DESCRIPTION
DBpedia currently provides monthly releases, with a stable release every three months (named ‘snapshot ‘) on the Databus (DBpedias publishing platform).
A DBpedia release consists of various data artifacts, like “disambiguations”, “labels”, “infobox-properties”, or “images”, each of them extracted by a different part (extractor) of the DBpedia extraction framework.
Another essential extractor is the abstract text extractor, which produces RDF triples of Wiki page abstracts in the form of “long-abstracts” (entire wiki page abstracts) or “short-abstracts” (limited to 400 words).
There are two current implementations of the Abstract Extractor (PlainAbstractExtractor, HtmlAbstractExtractor) based on different Wikimedia APIs. Both extractors suffer similar issues.
- They extract data for 140+ languages, which takes more than 30 days, often causing delays in publishing releases.

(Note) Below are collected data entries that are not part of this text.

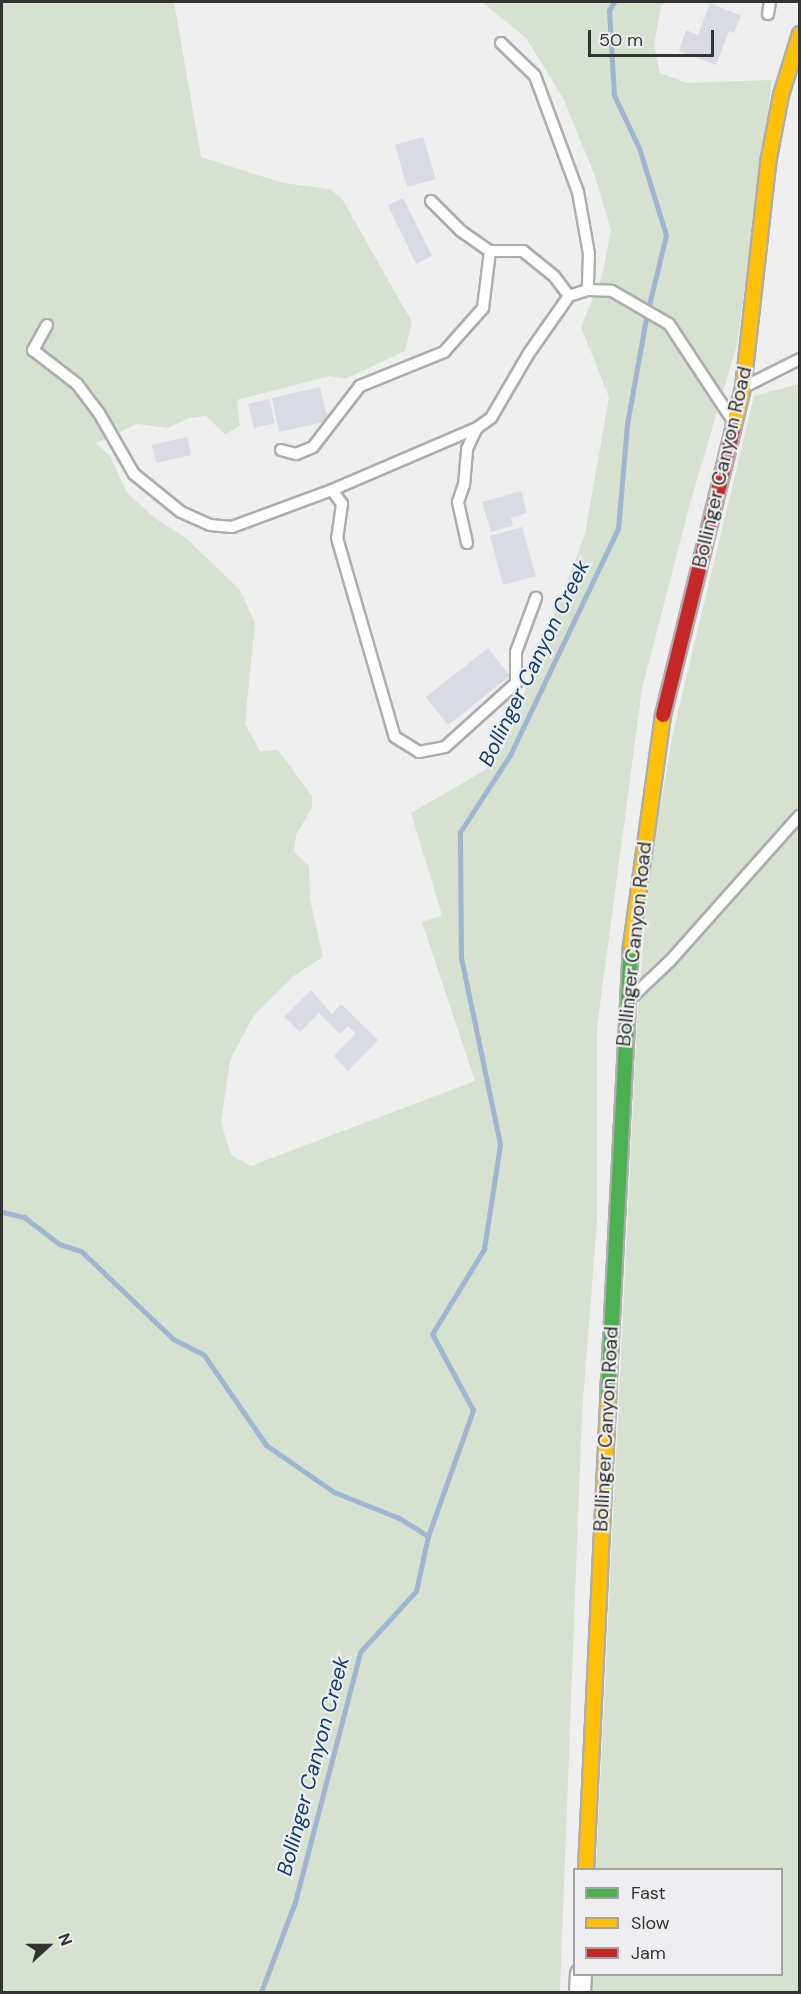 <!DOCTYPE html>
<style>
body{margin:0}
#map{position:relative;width:801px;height:1994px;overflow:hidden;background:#efefef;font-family:"DM Sans",sans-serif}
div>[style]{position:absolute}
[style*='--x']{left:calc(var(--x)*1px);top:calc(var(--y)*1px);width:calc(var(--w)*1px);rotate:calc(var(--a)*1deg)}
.green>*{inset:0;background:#d6e1cf}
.stream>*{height:5px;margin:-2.5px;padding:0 2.5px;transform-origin:2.5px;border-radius:2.5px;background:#9eb6d1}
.building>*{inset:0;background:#d8dbe3}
.roads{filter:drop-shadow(2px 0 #adadad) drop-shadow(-2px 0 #adadad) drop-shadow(0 2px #adadad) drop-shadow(0 -2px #adadad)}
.lane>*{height:10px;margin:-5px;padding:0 5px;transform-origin:5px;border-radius:5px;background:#fdfdfd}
.street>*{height:20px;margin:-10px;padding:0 10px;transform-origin:10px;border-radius:10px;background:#fdfdfd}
.fast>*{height:14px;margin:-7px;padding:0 7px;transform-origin:7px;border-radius:7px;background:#4caf50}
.slow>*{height:14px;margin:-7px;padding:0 7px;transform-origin:7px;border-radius:7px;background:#ffc107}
.jam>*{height:14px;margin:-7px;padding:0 7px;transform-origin:7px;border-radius:7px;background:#c62828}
span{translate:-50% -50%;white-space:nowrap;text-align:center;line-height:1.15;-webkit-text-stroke:4.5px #eeeef0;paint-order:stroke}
.street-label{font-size:20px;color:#333}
.water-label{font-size:21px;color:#0b3d6e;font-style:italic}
.frame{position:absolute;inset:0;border:3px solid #333;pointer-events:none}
.legend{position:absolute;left:573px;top:1868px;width:210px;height:108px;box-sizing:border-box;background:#eeeef0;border:2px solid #a3a3a4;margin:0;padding:8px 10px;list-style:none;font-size:18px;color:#333}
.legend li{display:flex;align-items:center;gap:12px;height:30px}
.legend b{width:30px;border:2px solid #a3a3a4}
.north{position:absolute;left:18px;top:1916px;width:60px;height:60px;-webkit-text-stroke:4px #eeeef0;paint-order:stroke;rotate:69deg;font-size:16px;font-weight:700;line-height:24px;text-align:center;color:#333}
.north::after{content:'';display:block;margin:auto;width:21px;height:27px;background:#333;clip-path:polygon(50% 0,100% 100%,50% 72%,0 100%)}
.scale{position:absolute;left:588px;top:30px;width:126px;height:27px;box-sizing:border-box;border:3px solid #333;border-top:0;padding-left:8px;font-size:18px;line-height:21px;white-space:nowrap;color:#333;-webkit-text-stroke:4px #eeeef0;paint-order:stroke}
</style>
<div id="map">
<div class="green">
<i style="clip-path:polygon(2px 2px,174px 2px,201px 157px,283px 183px,329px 189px,341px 197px,412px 322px,405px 351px,345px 379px,330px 376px,237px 400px,240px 426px,225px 434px,206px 416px,189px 418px,168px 428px,137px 424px,96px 443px,110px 456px,127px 493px,156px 519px,185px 537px,240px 590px,255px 623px,245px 724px,260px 751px,278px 750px,312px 796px,312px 807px,296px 836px,294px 852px,309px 866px,310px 899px,323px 957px,295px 975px,254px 1015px,230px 1060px,221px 1123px,231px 1155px,251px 1166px,475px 1081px,422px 922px,442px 915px,411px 813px,487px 769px,507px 738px,585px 534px,609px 397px,581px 327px,602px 276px,611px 230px,595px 176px,563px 98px,526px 38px,482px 2px,666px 2px,661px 6px,654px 45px,660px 73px,687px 83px,772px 80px,737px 345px,691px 500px,642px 689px,597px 1028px,597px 1222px,582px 1413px,560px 1992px,2px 1992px)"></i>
<i style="clip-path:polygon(799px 384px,799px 1992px,590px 1992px,591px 1975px,782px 1974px,782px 1870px,596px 1869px,637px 1024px,649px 872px,673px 733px,754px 396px)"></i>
</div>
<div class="stream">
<i style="--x:2;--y:1212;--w:23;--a:13"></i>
<i style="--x:24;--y:1217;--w:44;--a:37.6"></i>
<i style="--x:59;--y:1244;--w:23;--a:18"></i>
<i style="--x:81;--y:1251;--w:127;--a:43.7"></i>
<i style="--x:173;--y:1339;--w:35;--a:27"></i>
<i style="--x:204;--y:1355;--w:109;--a:55.4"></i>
<i style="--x:266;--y:1445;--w:83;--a:34.7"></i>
<i style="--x:334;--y:1492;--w:70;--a:21.8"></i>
<i style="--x:399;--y:1518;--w:34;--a:32"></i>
<i style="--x:261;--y:1992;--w:96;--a:-69.3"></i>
<i style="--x:295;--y:1902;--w:258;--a:-75.4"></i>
<i style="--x:360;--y:1652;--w:83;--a:-47.4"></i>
<i style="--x:416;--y:1591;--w:56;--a:-77.7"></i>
<i style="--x:428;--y:1536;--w:134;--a:-70.3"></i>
<i style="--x:473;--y:1410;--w:86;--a:-118.3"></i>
<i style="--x:432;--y:1334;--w:100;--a:-58.5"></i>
<i style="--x:484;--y:1249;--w:106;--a:-81.3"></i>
<i style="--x:500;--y:1144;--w:191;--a:-101.8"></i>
<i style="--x:461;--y:957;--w:125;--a:-90.5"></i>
<i style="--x:460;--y:832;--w:92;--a:-57"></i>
<i style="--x:510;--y:755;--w:250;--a:-64.5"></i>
<i style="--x:618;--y:529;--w:105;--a:-85.1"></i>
<i style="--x:627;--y:424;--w:113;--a:-79.8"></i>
<i style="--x:647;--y:313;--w:80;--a:-76.3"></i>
<i style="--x:666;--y:235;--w:91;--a:-107.2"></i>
<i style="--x:639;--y:148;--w:59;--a:-115.3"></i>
<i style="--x:614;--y:95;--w:85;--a:-93.4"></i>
<i style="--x:609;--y:10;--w:9;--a:-58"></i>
</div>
<div class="building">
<i style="clip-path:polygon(710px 3px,741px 16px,734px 33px,729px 31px,716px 65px,679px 51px,686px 30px,698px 35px)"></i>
<i style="clip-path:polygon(423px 137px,436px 179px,407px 187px,395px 145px)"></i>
<i style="clip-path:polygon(403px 198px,432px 256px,416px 264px,388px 205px)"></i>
<i style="clip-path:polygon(320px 387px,328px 421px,279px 432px,272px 398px)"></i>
<i style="clip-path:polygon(269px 399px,275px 423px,254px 428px,248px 404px)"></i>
<i style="clip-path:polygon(187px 437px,191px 455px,156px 463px,152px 445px)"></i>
<i style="clip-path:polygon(521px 491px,527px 513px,511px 518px,513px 526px,491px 532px,482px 502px)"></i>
<i style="clip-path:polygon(522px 527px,536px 576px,503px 585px,490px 536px)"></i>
<i style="clip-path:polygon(488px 648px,510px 676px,448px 725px,426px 697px)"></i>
<i style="clip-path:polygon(311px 990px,332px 1014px,341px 1004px,378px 1040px,348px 1071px,334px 1056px,356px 1033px,348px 1026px,340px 1034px,319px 1013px,300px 1032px,284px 1017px)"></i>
</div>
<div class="roads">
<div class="lane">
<i style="--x:768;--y:14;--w:12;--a:-81"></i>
<i style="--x:501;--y:43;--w:47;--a:44.1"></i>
<i style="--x:535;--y:76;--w:124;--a:69.7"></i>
<i style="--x:578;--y:192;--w:63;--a:79.9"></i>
<i style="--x:589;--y:254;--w:36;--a:92"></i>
<i style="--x:431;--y:201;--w:42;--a:45"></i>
<i style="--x:461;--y:231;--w:35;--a:35"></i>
<i style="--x:490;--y:251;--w:33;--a:0"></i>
<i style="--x:523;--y:251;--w:40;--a:39"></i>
<i style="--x:554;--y:276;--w:25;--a:53"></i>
<i style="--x:47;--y:325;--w:29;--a:119"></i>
<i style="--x:33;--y:350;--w:56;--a:37.7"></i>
<i style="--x:77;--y:384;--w:36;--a:53"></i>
<i style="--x:99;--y:413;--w:70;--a:60.2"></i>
<i style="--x:134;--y:474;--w:60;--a:39"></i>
<i style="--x:181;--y:512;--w:32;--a:24"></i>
<i style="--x:210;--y:525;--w:22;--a:5"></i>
<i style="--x:232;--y:527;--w:107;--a:-20.3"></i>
<i style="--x:332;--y:490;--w:17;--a:54"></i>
<i style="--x:342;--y:504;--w:34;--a:98"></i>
<i style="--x:337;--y:538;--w:207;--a:73.8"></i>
<i style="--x:395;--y:737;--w:28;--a:32"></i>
<i style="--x:419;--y:752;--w:26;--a:-11"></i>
<i style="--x:445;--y:747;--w:96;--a:-42"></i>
<i style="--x:516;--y:683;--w:31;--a:-90"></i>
<i style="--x:516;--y:652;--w:58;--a:-69.7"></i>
<i style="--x:746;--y:386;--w:60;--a:-26.6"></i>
<i style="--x:281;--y:450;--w:16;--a:15"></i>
<i style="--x:296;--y:454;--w:18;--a:-22"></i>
<i style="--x:313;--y:447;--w:77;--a:-52.4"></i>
<i style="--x:360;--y:386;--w:91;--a:-22"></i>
<i style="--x:444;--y:352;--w:59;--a:-48.4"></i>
<i style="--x:483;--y:308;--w:57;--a:-83"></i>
<i style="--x:332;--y:490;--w:158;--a:-23.2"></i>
<i style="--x:467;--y:543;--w:42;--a:-102.4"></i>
<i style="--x:458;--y:502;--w:18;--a:-71"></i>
<i style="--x:464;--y:485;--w:36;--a:-85"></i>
<i style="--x:467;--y:449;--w:23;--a:-65"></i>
<i style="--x:477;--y:428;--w:17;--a:-36"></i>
<i style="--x:491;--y:418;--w:75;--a:-59.7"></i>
<i style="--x:529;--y:353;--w:70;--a:-54.9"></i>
<i style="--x:569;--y:296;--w:20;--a:-18"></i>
<i style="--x:588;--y:290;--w:24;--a:2"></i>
<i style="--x:612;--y:291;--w:66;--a:30.1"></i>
<i style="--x:669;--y:324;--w:113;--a:56.6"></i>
<i style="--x:633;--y:996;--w:51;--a:-43.4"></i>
<i style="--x:670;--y:961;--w:195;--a:-48.3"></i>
</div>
<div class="street">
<i style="--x:580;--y:1992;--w:18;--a:-87"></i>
</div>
<div class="fast">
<i style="--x:608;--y:1398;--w:453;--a:-87.1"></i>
</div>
<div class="slow">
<i style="--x:733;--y:429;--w:42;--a:-76.3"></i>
<i style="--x:743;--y:388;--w:231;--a:-83.6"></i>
<i style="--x:769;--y:158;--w:64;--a:-79.2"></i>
<i style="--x:781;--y:95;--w:64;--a:-72.7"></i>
<i style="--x:631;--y:946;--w:233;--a:-82.1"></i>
<i style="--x:586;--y:1870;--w:473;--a:-87.3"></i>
</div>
<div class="jam">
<i style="--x:663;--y:715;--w:294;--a:-76.2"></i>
</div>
</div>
<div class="street-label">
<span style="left:722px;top:467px;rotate:-77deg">Bollinger Canyon Road</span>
<span style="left:634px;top:944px;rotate:-84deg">Bollinger Canyon Road</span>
<span style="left:606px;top:1429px;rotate:-87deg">Bollinger Canyon Road</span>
</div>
<div class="water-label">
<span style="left:534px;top:663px;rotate:-64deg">Bollinger Canyon Creek</span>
<span style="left:313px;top:1766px;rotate:-75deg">Bollinger Canyon Creek</span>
</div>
<div class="frame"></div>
<ul class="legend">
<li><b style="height:8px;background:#4caf50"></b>Fast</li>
<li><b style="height:8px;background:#ffc107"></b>Slow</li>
<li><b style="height:8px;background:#c62828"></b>Jam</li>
</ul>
<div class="north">N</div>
<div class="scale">50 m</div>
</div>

- Encounter a lot of 429 HTTP status (too many requests) responses from the used APIs during the extraction. Although a retry mechanism waits after such a response, the current page is skipped after ten retries. The number of encountered HTTP 429 responses fluctuates each month but can result in an enormous amount of lost abstracts in the release (e.g., ~455000 missing abstracts for the English language in 2021-06-01)
Goal
- research possible methods to generate or fetch Wiki page abstracts text
- compare and benchmark the investigated methods (performance-wise and fault-tolerance)
- develop a new, improved Abstract Extractor based on the gained knowledge (e.g., by using batch request to fetch multiple abstracts for multiple pages in one request)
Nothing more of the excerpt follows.